(TRY IT) Scan the records below for the word "canvas". Copy each line where it appears.

++++

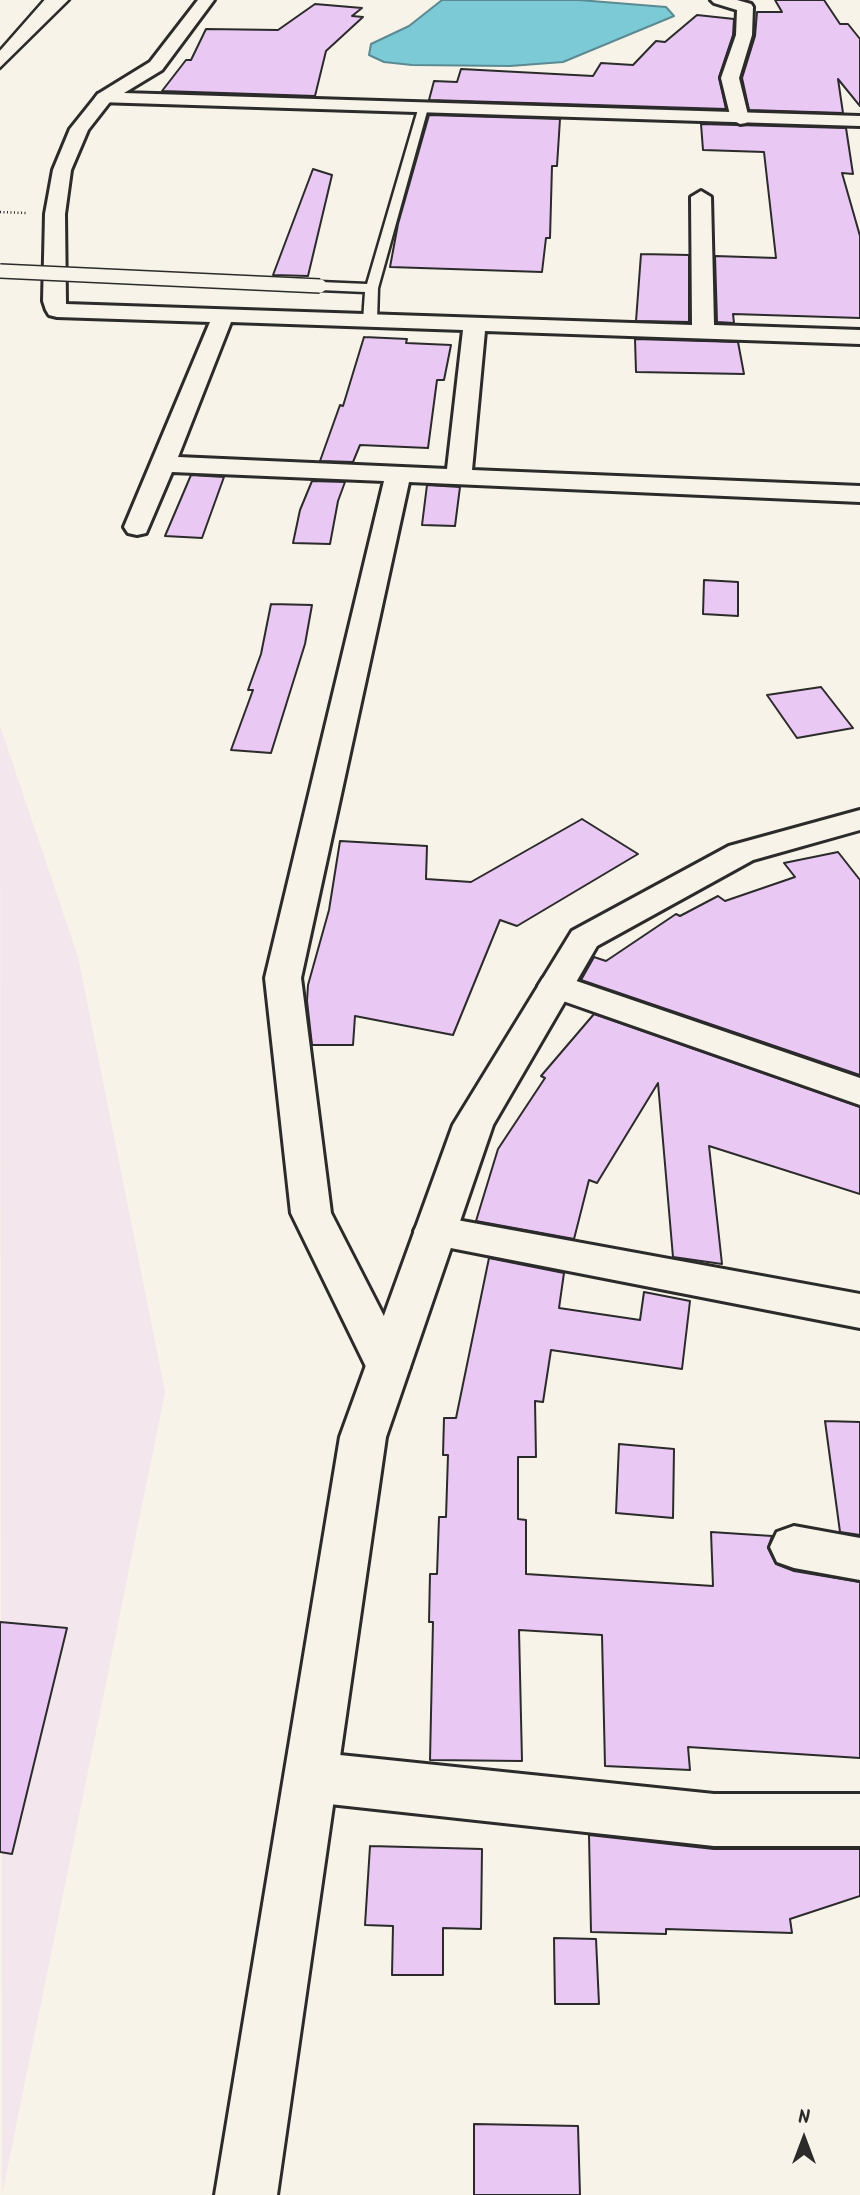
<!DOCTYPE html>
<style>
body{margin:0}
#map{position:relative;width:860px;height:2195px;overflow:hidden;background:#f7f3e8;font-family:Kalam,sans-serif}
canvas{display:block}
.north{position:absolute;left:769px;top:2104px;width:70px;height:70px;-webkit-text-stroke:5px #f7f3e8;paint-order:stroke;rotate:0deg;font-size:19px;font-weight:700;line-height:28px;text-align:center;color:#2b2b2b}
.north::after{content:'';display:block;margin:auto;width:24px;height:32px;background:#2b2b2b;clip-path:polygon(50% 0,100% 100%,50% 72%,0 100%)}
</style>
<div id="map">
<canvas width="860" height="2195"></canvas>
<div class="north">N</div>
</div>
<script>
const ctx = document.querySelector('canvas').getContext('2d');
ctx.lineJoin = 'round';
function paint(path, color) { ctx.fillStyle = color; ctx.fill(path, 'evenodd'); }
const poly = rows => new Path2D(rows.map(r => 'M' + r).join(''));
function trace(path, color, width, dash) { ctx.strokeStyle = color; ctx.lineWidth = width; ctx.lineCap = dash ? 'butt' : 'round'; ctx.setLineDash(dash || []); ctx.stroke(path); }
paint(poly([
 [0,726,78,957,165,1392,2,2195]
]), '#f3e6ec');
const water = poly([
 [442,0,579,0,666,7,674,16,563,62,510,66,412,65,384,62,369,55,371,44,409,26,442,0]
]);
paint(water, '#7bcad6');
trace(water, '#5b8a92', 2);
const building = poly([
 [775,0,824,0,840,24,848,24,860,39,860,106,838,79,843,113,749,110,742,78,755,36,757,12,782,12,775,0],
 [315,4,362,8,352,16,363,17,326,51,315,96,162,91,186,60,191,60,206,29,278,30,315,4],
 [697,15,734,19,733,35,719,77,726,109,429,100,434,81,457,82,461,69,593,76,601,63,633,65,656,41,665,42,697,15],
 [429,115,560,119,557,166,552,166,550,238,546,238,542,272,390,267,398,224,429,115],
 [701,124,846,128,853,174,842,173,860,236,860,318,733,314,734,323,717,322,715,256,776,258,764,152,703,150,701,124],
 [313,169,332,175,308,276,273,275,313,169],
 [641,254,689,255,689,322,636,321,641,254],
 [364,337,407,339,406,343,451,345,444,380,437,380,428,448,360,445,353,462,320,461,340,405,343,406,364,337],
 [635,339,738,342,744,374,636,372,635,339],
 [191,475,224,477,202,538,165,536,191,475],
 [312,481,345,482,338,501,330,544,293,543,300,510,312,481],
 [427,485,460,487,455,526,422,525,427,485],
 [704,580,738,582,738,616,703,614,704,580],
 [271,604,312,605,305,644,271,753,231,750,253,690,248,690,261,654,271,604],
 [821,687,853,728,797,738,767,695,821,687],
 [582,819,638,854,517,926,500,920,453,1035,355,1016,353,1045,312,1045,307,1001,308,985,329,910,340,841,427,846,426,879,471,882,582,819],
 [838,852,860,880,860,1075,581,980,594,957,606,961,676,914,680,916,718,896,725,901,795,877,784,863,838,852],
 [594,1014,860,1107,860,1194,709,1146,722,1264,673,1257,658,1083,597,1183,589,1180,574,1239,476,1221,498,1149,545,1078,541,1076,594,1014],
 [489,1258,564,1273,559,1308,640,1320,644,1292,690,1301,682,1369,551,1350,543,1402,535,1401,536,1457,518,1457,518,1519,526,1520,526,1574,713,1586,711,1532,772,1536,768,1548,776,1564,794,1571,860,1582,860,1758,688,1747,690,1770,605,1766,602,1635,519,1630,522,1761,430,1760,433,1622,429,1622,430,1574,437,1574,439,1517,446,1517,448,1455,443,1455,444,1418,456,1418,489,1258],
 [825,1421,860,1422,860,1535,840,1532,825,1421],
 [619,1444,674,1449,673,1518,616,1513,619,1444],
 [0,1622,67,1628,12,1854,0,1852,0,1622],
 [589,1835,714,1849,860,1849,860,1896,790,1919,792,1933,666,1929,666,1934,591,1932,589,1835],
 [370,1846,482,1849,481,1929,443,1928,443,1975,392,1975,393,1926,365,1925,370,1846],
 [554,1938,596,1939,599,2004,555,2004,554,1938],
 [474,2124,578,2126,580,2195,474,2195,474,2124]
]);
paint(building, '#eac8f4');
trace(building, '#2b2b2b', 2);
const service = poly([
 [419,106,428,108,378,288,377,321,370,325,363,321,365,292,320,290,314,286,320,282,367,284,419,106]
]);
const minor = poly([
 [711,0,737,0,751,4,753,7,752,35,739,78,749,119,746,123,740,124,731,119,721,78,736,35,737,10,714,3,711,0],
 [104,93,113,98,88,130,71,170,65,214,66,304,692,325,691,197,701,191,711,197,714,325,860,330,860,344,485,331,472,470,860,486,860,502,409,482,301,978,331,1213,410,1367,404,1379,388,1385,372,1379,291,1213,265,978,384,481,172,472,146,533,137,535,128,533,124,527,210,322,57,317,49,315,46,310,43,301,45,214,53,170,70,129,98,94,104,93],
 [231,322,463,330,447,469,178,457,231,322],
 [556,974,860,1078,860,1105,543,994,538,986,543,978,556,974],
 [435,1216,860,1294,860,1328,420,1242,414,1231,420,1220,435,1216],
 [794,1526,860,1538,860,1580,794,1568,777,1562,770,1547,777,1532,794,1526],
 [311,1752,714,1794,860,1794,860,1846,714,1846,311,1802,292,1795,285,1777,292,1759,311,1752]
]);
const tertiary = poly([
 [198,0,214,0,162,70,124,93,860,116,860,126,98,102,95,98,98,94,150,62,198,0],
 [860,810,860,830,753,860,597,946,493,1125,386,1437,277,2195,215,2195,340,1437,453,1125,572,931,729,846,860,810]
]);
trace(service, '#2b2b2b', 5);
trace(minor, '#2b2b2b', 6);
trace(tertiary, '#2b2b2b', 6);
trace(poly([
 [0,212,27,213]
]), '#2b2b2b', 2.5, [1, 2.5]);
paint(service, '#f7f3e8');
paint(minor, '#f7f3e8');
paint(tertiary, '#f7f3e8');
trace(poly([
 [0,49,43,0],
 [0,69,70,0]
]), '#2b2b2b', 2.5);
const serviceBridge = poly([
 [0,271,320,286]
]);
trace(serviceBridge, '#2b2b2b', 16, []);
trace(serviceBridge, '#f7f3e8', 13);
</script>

++++

(SOLUTION FOR THIS TASK)
canvas{display:block}
<canvas width="860" height="2195"></canvas>
const ctx = document.querySelector('canvas').getContext('2d');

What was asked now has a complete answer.